* **What the exercise asks**: Within this material, find every line where the string "canvas" appears, and copy it out.

* **Material to process**:
===

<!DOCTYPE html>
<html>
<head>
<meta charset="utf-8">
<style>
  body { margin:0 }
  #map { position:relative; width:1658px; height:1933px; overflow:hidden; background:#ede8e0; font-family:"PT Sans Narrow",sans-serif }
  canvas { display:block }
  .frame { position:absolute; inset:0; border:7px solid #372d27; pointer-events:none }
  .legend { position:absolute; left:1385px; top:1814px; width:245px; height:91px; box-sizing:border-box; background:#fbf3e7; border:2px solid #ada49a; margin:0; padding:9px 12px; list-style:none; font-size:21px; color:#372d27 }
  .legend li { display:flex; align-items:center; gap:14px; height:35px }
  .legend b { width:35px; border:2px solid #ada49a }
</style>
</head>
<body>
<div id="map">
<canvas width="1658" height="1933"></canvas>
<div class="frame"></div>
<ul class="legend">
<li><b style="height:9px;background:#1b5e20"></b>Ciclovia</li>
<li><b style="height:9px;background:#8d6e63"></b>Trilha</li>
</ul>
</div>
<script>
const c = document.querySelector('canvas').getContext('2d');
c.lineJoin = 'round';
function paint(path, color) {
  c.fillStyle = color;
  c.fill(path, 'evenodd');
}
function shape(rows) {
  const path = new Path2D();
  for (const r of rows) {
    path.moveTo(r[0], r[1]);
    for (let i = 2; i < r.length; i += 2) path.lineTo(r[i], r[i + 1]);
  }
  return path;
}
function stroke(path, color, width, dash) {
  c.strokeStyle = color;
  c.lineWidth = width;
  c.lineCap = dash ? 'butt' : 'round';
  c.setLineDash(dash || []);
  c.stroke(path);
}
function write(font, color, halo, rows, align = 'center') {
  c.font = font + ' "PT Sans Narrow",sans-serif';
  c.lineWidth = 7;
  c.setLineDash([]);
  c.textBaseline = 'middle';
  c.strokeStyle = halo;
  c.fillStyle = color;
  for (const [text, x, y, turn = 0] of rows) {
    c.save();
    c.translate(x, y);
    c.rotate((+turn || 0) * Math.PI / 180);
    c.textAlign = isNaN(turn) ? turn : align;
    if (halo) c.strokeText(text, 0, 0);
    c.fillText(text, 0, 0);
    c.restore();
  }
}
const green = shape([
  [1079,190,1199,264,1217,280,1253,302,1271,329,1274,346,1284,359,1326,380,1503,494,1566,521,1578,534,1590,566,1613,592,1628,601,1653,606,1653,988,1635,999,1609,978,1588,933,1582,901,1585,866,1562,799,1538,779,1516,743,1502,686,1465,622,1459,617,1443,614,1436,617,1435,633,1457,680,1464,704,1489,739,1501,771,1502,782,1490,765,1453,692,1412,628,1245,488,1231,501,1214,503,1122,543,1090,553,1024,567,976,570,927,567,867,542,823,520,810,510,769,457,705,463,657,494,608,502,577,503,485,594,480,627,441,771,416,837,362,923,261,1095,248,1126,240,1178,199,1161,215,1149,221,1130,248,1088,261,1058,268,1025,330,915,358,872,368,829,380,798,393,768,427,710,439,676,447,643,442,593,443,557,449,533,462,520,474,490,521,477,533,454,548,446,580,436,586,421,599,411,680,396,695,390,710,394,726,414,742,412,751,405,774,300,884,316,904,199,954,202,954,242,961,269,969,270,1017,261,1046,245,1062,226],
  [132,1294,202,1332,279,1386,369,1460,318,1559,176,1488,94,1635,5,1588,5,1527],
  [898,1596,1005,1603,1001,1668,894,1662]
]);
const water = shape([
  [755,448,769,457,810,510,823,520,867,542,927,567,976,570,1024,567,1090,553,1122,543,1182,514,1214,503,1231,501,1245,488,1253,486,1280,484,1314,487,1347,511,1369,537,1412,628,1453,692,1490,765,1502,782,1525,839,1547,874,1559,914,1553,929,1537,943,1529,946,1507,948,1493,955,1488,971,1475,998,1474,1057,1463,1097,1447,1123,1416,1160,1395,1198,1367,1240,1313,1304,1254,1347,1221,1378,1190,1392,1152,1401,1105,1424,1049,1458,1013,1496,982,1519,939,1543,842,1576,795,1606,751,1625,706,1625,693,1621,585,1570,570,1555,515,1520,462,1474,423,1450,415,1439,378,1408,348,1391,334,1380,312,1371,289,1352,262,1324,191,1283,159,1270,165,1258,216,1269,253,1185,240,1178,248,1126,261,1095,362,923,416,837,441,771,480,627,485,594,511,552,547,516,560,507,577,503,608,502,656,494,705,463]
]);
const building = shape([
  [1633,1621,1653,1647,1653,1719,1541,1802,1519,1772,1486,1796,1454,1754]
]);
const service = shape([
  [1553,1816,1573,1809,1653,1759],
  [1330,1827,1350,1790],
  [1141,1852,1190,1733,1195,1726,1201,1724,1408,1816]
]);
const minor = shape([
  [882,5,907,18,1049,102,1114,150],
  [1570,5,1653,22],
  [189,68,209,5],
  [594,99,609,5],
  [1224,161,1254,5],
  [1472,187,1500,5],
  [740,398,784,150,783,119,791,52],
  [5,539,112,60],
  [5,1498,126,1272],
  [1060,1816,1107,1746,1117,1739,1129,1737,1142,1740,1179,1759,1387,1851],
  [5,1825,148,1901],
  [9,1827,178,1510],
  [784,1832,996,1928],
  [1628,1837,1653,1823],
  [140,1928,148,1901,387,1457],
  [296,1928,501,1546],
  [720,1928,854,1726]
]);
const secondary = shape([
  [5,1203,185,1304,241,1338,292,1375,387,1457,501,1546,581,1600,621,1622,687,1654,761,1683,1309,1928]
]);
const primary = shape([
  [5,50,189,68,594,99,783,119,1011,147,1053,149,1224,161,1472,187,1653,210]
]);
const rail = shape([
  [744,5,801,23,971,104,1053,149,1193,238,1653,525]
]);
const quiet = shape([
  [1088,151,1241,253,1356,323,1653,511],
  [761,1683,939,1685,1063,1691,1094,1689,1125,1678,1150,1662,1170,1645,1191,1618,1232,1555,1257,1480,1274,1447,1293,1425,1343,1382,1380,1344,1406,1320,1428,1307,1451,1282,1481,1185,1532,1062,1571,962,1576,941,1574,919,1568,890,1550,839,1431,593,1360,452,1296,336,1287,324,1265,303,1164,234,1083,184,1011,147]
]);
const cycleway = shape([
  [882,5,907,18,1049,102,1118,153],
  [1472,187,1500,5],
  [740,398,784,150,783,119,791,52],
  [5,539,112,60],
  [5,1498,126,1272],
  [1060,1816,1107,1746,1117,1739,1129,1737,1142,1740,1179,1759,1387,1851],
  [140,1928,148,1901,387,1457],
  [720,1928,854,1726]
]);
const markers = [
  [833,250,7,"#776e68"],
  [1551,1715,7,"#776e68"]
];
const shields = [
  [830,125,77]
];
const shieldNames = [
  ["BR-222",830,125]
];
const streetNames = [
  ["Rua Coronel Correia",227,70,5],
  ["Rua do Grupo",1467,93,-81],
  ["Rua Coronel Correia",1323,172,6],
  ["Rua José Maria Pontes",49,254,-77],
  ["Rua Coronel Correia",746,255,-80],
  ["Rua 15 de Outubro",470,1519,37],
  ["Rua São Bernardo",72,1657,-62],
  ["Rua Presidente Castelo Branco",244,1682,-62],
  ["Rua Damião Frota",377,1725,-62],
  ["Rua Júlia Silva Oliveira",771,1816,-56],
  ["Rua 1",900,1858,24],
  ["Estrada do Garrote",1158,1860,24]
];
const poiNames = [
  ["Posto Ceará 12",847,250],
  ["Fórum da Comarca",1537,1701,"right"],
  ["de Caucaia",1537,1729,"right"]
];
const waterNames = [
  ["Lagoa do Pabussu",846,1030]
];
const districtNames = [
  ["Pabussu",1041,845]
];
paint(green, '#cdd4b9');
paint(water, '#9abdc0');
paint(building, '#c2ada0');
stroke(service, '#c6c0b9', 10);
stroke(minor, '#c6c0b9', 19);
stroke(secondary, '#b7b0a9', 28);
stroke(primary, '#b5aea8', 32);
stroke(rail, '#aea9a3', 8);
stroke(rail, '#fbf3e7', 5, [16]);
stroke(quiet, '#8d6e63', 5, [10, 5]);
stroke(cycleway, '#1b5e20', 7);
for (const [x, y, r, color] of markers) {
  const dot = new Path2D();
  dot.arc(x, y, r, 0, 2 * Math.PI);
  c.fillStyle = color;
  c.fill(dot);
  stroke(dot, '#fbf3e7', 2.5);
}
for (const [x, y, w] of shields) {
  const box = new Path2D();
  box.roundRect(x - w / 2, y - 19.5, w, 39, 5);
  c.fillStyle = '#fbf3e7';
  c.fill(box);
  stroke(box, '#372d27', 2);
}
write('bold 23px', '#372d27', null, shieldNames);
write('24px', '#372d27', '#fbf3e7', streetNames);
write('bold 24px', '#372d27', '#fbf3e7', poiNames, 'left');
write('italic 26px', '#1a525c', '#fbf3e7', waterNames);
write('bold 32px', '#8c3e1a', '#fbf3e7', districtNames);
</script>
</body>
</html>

===

* **Output for this task**:
  canvas { display:block }
<canvas width="1658" height="1933"></canvas>
const c = document.querySelector('canvas').getContext('2d');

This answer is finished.